Published by Bill Siggelkow - January 8, 2019

Succeed with continuous delivery

Transform your development process and get an advantage over your competition.

Engineering at Calendly

Continuous Delivery (CD) of your software application can transform your development process and give you a significant advantage over your competition.

What is Continuous Delivery?

Jez Humble, co-author of Continuous Delivery succinctly defines the term as “a set of principles and practices to reduce the cost, time and risk of delivering incremental changes to users.” Two related terms are “continuous deployment” and “continuous integration” (CI).

Continuous deployment is defined as automated continuous delivery. You can’t have continuous deployment without continuous delivery.
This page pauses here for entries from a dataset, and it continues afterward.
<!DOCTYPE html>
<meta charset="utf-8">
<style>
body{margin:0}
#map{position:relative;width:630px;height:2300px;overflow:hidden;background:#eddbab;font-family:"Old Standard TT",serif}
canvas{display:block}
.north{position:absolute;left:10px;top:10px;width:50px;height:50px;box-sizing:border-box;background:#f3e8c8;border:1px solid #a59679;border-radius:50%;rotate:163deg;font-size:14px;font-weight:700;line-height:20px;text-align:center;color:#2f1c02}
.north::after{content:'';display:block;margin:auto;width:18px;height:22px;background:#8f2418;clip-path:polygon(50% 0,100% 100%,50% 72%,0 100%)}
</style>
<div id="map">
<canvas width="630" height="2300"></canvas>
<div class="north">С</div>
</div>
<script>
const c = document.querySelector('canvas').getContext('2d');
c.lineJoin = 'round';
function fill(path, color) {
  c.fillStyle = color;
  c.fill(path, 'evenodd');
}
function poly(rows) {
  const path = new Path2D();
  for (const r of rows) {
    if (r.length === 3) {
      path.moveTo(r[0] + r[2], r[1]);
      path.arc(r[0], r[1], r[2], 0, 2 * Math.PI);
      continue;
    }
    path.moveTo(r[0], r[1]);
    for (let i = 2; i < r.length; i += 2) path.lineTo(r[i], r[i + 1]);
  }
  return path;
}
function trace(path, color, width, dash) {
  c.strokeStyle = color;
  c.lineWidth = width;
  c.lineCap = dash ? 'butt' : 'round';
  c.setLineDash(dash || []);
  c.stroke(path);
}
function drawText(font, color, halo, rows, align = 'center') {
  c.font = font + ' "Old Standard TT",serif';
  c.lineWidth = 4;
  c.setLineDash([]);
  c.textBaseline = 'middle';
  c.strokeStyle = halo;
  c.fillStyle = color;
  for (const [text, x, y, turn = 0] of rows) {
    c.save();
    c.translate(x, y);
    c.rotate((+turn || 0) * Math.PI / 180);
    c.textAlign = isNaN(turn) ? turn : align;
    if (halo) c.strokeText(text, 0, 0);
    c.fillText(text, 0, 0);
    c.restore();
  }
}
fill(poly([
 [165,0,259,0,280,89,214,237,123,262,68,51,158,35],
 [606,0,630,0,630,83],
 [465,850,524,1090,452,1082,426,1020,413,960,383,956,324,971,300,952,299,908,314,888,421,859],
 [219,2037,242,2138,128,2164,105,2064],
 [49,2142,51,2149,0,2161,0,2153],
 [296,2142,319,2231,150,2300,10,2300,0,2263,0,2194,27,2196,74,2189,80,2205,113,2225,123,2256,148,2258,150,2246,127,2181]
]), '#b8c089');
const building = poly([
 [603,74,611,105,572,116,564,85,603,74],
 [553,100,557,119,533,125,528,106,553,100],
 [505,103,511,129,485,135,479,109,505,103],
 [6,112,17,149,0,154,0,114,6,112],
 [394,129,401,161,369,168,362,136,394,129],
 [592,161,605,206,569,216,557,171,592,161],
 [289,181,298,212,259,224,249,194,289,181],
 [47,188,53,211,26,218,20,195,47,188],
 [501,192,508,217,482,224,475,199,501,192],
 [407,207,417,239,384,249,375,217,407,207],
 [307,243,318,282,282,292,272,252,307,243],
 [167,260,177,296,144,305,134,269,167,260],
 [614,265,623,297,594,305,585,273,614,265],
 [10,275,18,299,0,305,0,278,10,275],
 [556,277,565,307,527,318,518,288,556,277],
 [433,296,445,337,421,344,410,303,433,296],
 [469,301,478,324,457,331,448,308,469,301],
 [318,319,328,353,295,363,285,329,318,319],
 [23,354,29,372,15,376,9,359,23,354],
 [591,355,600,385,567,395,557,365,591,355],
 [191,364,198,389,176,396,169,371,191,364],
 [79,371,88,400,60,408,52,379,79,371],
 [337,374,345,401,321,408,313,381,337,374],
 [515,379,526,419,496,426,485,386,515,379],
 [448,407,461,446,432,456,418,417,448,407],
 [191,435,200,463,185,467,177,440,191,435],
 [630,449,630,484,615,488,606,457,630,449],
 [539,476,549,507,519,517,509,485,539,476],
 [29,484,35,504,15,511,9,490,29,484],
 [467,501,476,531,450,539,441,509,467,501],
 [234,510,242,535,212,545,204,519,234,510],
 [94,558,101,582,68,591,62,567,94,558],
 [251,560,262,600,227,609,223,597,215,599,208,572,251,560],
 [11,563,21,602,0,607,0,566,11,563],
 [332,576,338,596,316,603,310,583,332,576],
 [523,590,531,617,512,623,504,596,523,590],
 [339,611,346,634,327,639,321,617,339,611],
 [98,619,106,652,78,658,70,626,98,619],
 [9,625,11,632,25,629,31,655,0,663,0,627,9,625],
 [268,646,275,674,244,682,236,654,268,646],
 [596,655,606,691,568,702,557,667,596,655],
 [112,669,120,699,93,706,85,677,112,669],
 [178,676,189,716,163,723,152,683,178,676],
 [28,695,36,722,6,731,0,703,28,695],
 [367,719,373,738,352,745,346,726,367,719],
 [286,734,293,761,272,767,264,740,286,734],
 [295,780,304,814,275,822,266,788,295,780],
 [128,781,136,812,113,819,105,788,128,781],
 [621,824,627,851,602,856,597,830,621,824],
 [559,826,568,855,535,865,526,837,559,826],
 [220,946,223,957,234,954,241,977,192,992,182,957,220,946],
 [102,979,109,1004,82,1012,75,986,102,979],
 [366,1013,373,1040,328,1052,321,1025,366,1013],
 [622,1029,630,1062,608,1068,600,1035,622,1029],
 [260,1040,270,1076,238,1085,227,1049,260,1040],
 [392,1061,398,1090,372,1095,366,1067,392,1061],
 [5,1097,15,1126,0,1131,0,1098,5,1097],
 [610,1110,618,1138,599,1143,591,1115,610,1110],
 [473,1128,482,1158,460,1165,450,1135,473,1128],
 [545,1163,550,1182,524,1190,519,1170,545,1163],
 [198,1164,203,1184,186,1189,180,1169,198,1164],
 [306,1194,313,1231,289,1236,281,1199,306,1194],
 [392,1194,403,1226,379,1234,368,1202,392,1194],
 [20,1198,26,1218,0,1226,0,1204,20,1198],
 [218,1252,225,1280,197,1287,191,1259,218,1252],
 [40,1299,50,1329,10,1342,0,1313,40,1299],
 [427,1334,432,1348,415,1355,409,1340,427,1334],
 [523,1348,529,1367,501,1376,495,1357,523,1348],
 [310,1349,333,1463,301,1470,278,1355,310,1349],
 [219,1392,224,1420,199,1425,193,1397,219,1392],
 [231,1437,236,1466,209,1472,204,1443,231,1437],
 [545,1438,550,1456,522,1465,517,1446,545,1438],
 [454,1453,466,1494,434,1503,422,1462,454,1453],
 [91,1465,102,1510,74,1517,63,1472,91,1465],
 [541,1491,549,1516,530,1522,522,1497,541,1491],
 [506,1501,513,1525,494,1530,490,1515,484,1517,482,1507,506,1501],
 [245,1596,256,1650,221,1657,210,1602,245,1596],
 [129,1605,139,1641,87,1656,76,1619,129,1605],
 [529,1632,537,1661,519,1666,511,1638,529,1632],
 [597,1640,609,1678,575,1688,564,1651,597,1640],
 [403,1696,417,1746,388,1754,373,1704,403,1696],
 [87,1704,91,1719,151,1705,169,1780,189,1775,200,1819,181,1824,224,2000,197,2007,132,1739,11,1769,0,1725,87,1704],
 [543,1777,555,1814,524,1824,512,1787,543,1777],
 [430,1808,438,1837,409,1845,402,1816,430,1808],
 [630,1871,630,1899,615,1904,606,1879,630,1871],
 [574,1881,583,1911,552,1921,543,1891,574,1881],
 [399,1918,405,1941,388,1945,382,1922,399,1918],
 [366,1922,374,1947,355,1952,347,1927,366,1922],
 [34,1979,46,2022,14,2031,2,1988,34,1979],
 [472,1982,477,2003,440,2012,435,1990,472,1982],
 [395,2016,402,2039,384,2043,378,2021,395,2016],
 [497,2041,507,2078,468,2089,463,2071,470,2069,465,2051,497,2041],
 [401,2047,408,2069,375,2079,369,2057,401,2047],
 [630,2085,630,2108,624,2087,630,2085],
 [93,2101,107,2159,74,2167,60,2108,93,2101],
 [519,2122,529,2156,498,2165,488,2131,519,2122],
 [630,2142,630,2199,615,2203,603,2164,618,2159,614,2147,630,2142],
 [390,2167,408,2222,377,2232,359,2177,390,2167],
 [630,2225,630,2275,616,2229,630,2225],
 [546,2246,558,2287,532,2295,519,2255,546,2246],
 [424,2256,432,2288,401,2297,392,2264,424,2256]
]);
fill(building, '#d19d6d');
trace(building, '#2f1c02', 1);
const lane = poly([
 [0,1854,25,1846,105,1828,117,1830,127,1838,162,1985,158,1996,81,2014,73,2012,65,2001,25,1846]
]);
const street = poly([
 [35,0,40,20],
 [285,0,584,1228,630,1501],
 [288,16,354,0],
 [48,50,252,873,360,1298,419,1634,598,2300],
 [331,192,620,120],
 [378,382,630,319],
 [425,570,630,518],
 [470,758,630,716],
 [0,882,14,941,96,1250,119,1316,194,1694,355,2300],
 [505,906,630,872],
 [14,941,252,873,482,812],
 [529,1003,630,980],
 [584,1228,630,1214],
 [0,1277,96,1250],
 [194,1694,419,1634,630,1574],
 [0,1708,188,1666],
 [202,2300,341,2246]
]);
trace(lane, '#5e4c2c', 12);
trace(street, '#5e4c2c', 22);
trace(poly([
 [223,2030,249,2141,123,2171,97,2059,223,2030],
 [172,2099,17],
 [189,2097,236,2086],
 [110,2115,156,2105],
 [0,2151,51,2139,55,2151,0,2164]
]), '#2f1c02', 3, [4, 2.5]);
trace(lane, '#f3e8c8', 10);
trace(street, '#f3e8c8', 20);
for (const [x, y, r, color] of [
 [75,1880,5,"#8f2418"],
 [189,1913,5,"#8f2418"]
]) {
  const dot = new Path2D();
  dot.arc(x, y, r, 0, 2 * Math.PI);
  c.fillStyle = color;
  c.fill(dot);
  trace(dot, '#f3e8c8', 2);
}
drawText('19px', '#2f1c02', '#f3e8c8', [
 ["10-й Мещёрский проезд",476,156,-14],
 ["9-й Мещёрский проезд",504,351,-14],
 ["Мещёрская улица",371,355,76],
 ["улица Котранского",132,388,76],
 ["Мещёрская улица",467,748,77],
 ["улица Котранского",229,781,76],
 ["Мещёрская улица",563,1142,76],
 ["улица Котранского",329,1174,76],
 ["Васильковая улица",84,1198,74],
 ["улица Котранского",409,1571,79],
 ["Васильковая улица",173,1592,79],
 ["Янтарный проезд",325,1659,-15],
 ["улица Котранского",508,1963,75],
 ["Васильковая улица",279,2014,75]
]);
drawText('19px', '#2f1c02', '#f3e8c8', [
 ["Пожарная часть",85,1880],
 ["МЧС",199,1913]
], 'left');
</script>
Continuous integration is the practice of merging developer code branches to a shared mainline on a frequent basis (typically, several times on a given day). CI also implies building and testing of this shared code base on each merge. Continuous integration is one of the practices that help with continuous delivery.

Let’s look at some of the techniques and strategies that we have employed at Calendly that have brought us success with our Continuous Delivery process.

Enable continuous delivery with sound development principles

To be successful with CD, developers need to be able to code with confidence. You don’t want to be the one that breaks the build, let alone be the one that introduces a bug to production.

Image courtesy of Nicolas Sanguinetti

We can code and deliver with more confidence when we are able to keep changes small to reduce risk and impact to our production environment.

The delivery process itself needs to be something that we don’t need to think about (redefine) every time we merge code. Whether automated or not, we want to use a consistent, repeatable process that spans the entire development lifecycle. The more that we can automate that process, the less likelihood of human failure.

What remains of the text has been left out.